Bij deze stand van zaken heeft de rechtbank onvoldoende aanknopingspunten om de schade thans te begroten. Nu uit het voorgaande blijkt dat de mogelijkheid van schade aannemelijk is, zal worden verwezen naar de schadestaatprocedure.
5.16.
De vordering tot vergoeding van buitengerechtelijke kosten zal worden afgewezen. [eisers] heeft niet (voldoende onderbouwd) gesteld dat hij deze kosten daadwerkelijk heeft gemaakt en dat die kosten betrekking hebben op verrichtingen die meer omvatten dan een enkele aanmaning, het enkel doen van een schikkingsvoorstel, het inwinnen van eenvoudige inlichtingen of het op gebruikelijke wijze samenstellen van het dossier.
5.17.
De curator zal als de in het ongelijk gestelde partij in de proceskosten worden veroordeeld.
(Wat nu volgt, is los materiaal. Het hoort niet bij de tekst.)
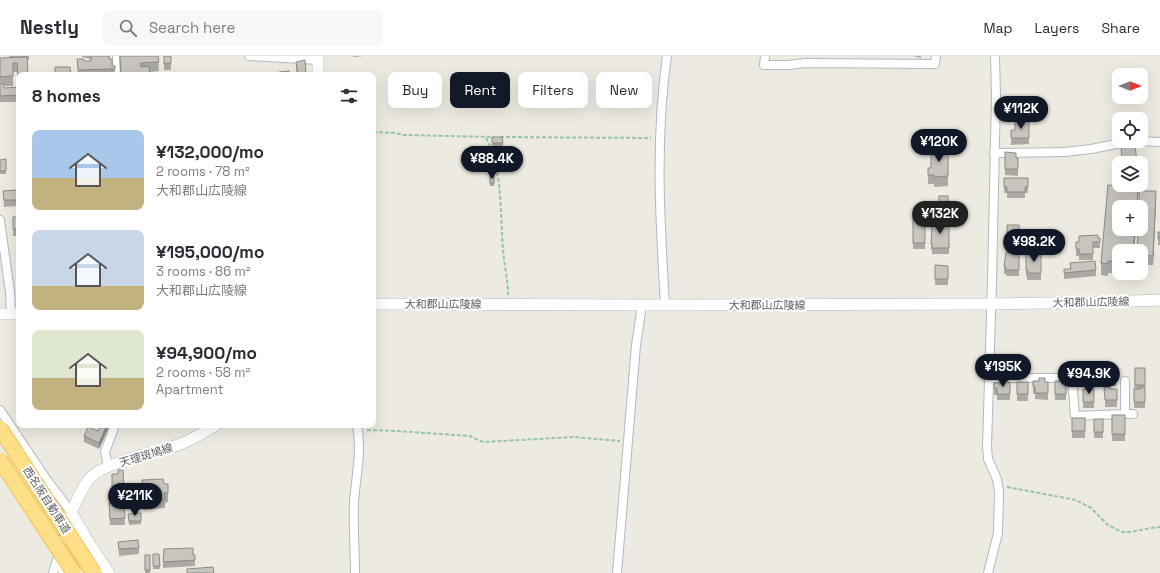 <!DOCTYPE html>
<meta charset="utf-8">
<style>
body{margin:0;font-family:"Space Grotesk","Noto Sans JP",sans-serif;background:#f7f7f7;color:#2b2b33;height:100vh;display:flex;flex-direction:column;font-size:15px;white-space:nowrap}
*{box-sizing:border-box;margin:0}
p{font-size:13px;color:#7c7c81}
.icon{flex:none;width:22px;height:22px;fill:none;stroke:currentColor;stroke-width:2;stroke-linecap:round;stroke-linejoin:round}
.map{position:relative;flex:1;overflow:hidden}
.panel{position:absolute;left:16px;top:16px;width:360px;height:356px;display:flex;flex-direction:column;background:#fff;border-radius:8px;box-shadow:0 4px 16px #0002}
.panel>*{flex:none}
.top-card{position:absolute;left:388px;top:16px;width:380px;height:36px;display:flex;gap:8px}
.needle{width:26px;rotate:90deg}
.fabs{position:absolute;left:1112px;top:12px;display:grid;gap:8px}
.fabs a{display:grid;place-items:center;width:36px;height:36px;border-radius:8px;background:#fff;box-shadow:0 4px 16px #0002;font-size:20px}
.price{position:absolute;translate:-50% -34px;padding:0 9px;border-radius:14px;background:#111827;color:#fff;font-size:13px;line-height:26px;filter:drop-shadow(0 1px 2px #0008)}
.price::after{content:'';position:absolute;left:50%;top:24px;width:12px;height:9px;margin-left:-6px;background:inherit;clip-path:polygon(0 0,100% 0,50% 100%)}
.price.selected{background:#222;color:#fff}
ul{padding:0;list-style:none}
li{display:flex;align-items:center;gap:12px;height:100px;padding:0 16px}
li span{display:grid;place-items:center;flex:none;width:112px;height:80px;border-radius:8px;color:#555}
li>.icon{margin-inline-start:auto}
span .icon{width:48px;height:48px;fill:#fffc;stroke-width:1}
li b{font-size:17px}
h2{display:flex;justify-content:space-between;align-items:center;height:48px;padding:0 16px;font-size:17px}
.pill{padding:0 14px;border-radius:8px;background:#fff;box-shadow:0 4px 16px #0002;font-size:14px;line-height:36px}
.pill.selected{background:#111827;color:#fff}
header{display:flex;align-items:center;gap:24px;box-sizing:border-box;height:56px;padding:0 20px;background:#fff;border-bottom:1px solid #e1e1e2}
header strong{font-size:19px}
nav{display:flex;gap:22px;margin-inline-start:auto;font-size:14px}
.search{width:280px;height:36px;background:#f7f7f7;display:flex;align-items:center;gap:10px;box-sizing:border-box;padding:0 14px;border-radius:8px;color:#7c7c81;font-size:15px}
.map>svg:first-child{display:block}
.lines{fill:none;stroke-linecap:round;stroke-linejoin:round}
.street-casing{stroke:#b4b8bc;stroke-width:10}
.secondary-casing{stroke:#b5b9be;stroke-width:12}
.path{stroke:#96c6a3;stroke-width:2;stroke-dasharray:4 2;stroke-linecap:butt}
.street{stroke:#fff;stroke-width:8}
.secondary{stroke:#fff;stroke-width:11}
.highway-bridge-casing{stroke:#eea200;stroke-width:16;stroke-linecap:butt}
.highway-bridge{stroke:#fddf88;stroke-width:15}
.wall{fill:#aca9a4}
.shaded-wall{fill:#8c8a86}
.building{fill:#c8c5bf;stroke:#8c8a86}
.labels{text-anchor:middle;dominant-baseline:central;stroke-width:4;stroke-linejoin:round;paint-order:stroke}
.street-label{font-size:11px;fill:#5a5e62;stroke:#fff}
</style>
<header>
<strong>Nestly</strong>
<div class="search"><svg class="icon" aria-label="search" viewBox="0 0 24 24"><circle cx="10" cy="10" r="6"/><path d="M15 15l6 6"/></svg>Search here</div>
<nav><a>Map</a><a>Layers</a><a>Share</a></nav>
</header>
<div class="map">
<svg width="1160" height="517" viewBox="0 0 1160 517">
<rect width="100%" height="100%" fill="#edeae1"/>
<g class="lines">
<!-- street casing -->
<g class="street-casing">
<g id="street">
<polyline points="117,0 118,19"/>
<polyline points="249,0 318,4"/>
<polyline points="765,0 764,9 788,9 805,7 935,8 936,0"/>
<polyline points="994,97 1064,96 1091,93 1121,87 1139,85 1160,86"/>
<polyline points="0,164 10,236 11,258"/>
<path d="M 665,249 C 660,166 655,83 667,0"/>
<polyline points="988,322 1072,322 1075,360 1125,358 1125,325"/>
<polyline points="0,354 47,424 71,456 70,461"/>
<polyline points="1125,358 1133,358"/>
<polyline points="108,410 105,396 115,369"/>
<polyline points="57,506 64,517"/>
<polyline points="53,517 66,474"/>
<path d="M 355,517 C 355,493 353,469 354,446 C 356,420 362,395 357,369"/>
<polyline points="617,517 636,289 642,249"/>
<polyline points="988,517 998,477 999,436 997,423 988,403 987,390 992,226 996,40 995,0"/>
</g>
</g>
<!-- secondary casing -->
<g class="secondary-casing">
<g id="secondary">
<polyline points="318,19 318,0"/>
<polyline points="373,248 665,249 991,248 1107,246 1160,244"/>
<polyline points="0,258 19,258"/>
<path d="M 109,517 L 91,490 L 71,456 C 77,445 82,431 90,422 C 104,406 156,397 178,389 C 192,384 204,376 216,369"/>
</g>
</g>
<!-- path -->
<g class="path">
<polyline points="373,76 395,77 404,79 494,81"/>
<polyline points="500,81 651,82"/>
<path d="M 486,82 C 503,111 500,160 503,193 C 504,208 508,224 508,239"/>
<polyline points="367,374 397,375 470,380 478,384 483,386 574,381 620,385"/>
<polyline points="1007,431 1076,444 1091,452 1108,469 1122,476 1130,476 1151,472 1160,471"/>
</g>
<!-- street -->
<use href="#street" class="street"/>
<!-- secondary -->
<use href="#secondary" class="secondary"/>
<!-- highway-bridge casing -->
<g class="highway-bridge-casing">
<g id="highway-bridge">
<polyline points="0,372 94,517"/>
<polyline points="0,404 74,517"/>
</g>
</g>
<!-- highway-bridge -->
<use href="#highway-bridge" class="highway-bridge"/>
</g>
<!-- wall -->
<g class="wall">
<polygon points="10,0 29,0 29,4 27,4 19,19 19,30 18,30 17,16 13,16 13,30 4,30 4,32 19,31 19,46 0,46 0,2 10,2"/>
<polygon points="82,0 110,0 110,2 109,2 112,10 115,10 115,19 78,19 77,3 84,5 90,5 90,3 82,1"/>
<polygon points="119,0 158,0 159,15 150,16 150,19 120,19"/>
<rect x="164" y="0" width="7" height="14"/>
<polygon points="353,0 364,0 353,1"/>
<polygon points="913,0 921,0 921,2"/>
<polygon points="296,6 306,19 297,19 296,12"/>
<polygon points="1029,65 1029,88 1011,89 1011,74 1015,74"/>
<polygon points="492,81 502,81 503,90 492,90"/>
<polygon points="948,93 948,130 934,131 934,128 928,128 928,112 931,112"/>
<polygon points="1005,96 1016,102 1018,102 1018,120 1005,119"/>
<polygon points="6,103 6,118 0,118 0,104"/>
<rect x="490" y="120" width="4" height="10"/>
<polygon points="1004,122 1028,122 1028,137 1025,137 1025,142 1007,142 1007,137 1004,137"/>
<polygon points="1108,129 1141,135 1156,145 1153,209 1141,209 1139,138 1138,138 1138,142 1119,173 1136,173 1134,195 1119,195 1119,217 1121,217 1121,218 1108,217 1108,220 1101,219 1101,207"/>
<polygon points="17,134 18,150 4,151 3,135"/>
<polygon points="939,140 948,140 948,160 939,159"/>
<polygon points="13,161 19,161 18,180 13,180"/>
<rect x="913" y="162" width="12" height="31"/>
<polygon points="949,166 949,198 932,198 932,194 931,194 931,188 936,168"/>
<polygon points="1007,169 1019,169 1020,191 1011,191 1011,189 1007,189"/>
<rect x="1158" y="176" width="2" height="13"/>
<polygon points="1098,182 1100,182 1100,192 1093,192 1093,204 1079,204 1079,200 1076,200 1076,186 1079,186"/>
<polygon points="1019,196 1019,220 1006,220 1006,218 1004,218 1004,211"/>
<polygon points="1026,197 1041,197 1041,224 1027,224 1027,220 1026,220"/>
<polygon points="1070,207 1096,214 1096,220 1064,223 1064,213 1070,213"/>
<polygon points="935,209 948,210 948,229 935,229"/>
<polygon points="1105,312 1116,312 1116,330 1110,330 1110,333 1117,333 1117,351 1105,351"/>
<polygon points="1135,312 1145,312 1145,352 1134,352"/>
<polygon points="1083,313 1094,313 1094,352 1083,352 1083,333 1089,333 1089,331 1083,331"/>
<polygon points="1033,325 1048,326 1048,344 1035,343 1035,338 1033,338"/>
<rect x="1055" y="325" width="11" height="19"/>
<rect x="1017" y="326" width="11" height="19"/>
<polygon points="994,327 1010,327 1010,344 997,344 997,339 994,339"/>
<rect x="1112" y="359" width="13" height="26"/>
<rect x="1072" y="362" width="13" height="20"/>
<rect x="1094" y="363" width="9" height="19"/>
<polygon points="108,369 108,373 99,393 84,386 84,380 98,375"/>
<polygon points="112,418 124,435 124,441 112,442"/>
<polygon points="142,424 164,428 168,437 168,446 165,447 165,452 143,454"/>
<polygon points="124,446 125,469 110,469 109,447"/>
<polygon points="128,458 141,465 141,468 129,469"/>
<polygon points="118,486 139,492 139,498 119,500"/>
<polygon points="153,498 159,498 160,513 153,513"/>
<rect x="145" y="499" width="5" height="18"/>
<polygon points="195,499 195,510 163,512 163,506"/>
</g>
<!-- shaded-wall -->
<g class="shaded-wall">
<polygon points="1138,130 1138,151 1137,151"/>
<polygon points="1156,135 1156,145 1153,209 1153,200"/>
<polygon points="1135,173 1136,173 1134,195 1133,195"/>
<polygon points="107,369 108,369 108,373 99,393 99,387"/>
</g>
<!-- building -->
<g class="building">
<polygon points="10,0 27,0 27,1 10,2"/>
<polygon points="91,0 109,0 109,3 112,3 112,10 115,10 115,13 78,14 77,3 84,3 84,5 91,5"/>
<polygon points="120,0 158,0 159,6 140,7 141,11 149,10 150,19 121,19"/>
<polygon points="164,0 171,0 171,7 164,8"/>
<polygon points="27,1 28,19 19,19 19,20 18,20 17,7 13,7 13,20 0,21 0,2"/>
<polygon points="305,4 306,19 298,19 296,6"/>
<polygon points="55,11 70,11 71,19 55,19"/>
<polygon points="289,15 290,19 279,19 279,16"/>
<rect x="35" y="17" width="6" height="2"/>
<rect x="159" y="17" width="7" height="2"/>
<polygon points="0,28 4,28 4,32 19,31 19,39 0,40"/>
<polygon points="1015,65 1029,65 1029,82 1011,82 1011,74 1015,74"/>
<polygon points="492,81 502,81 503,87 492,87"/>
<polygon points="1135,88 1137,107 1122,107 1121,89"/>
<polygon points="931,93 948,93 948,120 934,121 934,119 928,119 928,112 931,112"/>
<polygon points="1005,96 1016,97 1016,102 1018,102 1018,113 1005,113"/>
<polygon points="6,103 6,115 0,115 0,104"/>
<rect x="490" y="120" width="4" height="7"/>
<polygon points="1004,122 1028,122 1028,131 1025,131 1025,136 1007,136 1007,131 1004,131"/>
<polygon points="1141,128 1141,135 1138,134 1138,130 1130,129 1130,131 1127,131 1127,129 1141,129"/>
<polygon points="1108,129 1130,131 1130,129 1138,130 1137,151 1119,151 1119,173 1135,173 1133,195 1119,195 1119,206 1108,205 1108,208 1101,207"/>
<polygon points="17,134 18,144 4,144 3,135"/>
<polygon points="1139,135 1156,135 1153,200 1141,199 1141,195 1137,195 1138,173 1141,173 1141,151 1139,151"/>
<rect x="939" y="140" width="9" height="13"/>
<polygon points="13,161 19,161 18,173 13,173"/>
<rect x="913" y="162" width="12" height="25"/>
<polygon points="936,166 949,166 949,192 932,192 932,188 931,188 932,168 936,168"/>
<polygon points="1007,169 1019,169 1020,185 1011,185 1011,183 1007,183"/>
<rect x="1158" y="176" width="2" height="6"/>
<polygon points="1098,179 1098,182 1100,182 1100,186 1093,186 1093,198 1079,198 1079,193 1076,193 1076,186 1079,186 1079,180"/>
<polygon points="1006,196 1019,196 1019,214 1006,214 1006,211 1004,211"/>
<polygon points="1026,197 1041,197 1041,217 1027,217 1028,214 1026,214"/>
<polygon points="1095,205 1096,214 1064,217 1064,213 1071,213 1070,207"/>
<polygon points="935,209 948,210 948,223 935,223"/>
<polygon points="1105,312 1116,312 1116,324 1110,324 1110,328 1105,328"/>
<rect x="1135" y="312" width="10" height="17"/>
<polygon points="1083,313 1094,313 1094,328 1089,328 1089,325 1083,325"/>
<polygon points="1039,322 1045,322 1045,326 1048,326 1048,337 1035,337 1035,331 1033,331 1033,325 1039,325"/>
<polygon points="1002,324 1008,324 1008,327 1010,327 1010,338 997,338 997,332 994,332 994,327 1002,327"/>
<rect x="1055" y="325" width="11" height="13"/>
<rect x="1017" y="326" width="11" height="12"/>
<polygon points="1089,331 1094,331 1094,346 1083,346 1083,333 1089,333"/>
<polygon points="1104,331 1110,331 1110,333 1117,333 1117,344 1105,344"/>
<polygon points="1141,331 1145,331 1145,346 1134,346 1134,333 1141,333"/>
<rect x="1112" y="359" width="13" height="19"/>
<rect x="1072" y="362" width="13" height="13"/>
<rect x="1094" y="363" width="9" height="13"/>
<polygon points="100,369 107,369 99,387 84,380 88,371 98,375"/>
<polygon points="118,414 123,414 124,435 112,435 112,418 118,418"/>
<polygon points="163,423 164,428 168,428 168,437 164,437 165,443 143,445 142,424"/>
<polygon points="124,446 125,462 110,463 109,447"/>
<polygon points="141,457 141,465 129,465 128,458"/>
<polygon points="138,484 139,492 119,493 118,486"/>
<polygon points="193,492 193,499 195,499 195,504 163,506 164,493"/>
<polygon points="153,498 159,498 160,510 153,510"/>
<rect x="145" y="499" width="5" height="15"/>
<polygon points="213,511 214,517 187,517 187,513"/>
</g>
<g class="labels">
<!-- street labels -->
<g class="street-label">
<text transform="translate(1091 246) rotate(-1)">大和郡山広陵線</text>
<text x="443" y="248">大和郡山広陵線</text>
<text x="767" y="249">大和郡山広陵線</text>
<text transform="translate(146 399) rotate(-17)">天理斑鳩線</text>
<text transform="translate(47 444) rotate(57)">西名阪自動車道</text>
</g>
</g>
</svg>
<div class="fabs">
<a><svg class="needle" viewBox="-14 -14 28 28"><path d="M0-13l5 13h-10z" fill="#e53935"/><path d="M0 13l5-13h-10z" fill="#7c7c81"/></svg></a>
<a><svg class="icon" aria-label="locate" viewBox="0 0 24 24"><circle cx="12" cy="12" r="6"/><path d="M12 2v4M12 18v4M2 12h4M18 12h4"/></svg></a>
<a><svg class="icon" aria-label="layers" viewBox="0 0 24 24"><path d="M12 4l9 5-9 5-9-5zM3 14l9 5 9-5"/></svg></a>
<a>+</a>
<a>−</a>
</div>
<b class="price" style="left:1021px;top:74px">¥112K</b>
<b class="price" style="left:939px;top:107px">¥120K</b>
<b class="price" style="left:492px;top:124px">¥88.4K</b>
<b class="price selected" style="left:940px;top:179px">¥132K</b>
<b class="price" style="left:1034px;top:207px">¥98.2K</b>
<b class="price" style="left:1003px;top:332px">¥195K</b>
<b class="price" style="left:1089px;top:339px">¥94.9K</b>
<b class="price" style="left:135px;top:461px">¥211K</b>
<div class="top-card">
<a class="pill">Buy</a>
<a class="pill selected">Rent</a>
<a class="pill">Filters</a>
<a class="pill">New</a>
</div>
<section class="panel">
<h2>8 homes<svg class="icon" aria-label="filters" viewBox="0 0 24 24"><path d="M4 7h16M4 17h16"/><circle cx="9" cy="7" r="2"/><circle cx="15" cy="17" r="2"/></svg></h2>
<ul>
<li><span style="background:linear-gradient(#a9c7e8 60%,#c2b280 0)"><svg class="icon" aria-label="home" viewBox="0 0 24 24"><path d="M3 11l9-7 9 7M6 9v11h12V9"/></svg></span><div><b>¥132,000/mo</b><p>2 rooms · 78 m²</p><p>大和郡山広陵線</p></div></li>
<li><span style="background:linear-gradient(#c9d6e8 70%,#c2b280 0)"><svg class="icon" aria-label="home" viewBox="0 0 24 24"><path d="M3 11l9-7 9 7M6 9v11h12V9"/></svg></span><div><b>¥195,000/mo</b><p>3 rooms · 86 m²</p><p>大和郡山広陵線</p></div></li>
<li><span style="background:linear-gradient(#dfe7d0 60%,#c2b280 0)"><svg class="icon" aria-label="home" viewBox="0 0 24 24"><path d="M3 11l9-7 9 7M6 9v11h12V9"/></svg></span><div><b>¥94,900/mo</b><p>2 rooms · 58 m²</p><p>Apartment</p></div></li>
</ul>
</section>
</div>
De kosten aan de zijde van [eiser 1] worden begroot op:
- -
dagvaarding € 90,81
- -
griffierecht 1.400,00
- -
salaris advocaat 4.000,00 (2,0 punt × tarief € 2.000,00)
Totaal € 5.490,81
Ingevolge de uitspraak van de Hoge Raad van 19 maart 2010 (LJN BL1116) zullen de nakosten worden toegewezen.
6. De beslissing
De rechtbank
6.1.
veroordeelt de curator om tegen behoorlijk bewijs van kwijting te vergoeden de ten gevolge van het onrechtmatig handelen van de curator door [eiser 1] geleden (bedrijfs)schade, nader op te maken bij staat en te vereffenen volgens de wet,
6.2.
veroordeelt de curator in de proceskosten, aan de zijde van [eiser 1] tot op heden begroot op € 5.490,81, te vermeerderen met de wettelijke rente als bedoeld in art. 6:119 BW over dit bedrag vanaf veertien dagen na dagtekening van dit vonnis tot de dag van volledige betaling,
6.3.
veroordeelt de curator in de na dit vonnis ontstane kosten, begroot op € 131,00 aan salaris advocaat, te vermeerderen, onder de voorwaarde dat de curator niet binnen 14 dagen na aanschrijving aan het vonnis heeft voldaan en er vervolgens betekening van de uitspraak heeft plaatsgevonden, met een bedrag van € 68,00 aan salaris advocaat en de explootkosten van betekening van de uitspraak, en te vermeerderen met de wettelijke rente als bedoeld in art. 6:119 BW over de nakosten met ingang van veertien dagen na de betekening van dit vonnis tot aan de voldoening,
6.4.
verklaart dit vonnis tot zover uitvoerbaar bij voorraad,
6.5.
wijst het meer of anders gevorderde af.
Dit vonnis is gewezen door mr. S.A.M. Vrendenbarg-Elsbeek, mr. J.A.M. Strens-Meulemeester en mr. D.J. Buijs en in het openbaar uitgesproken op 15 augustus 2012.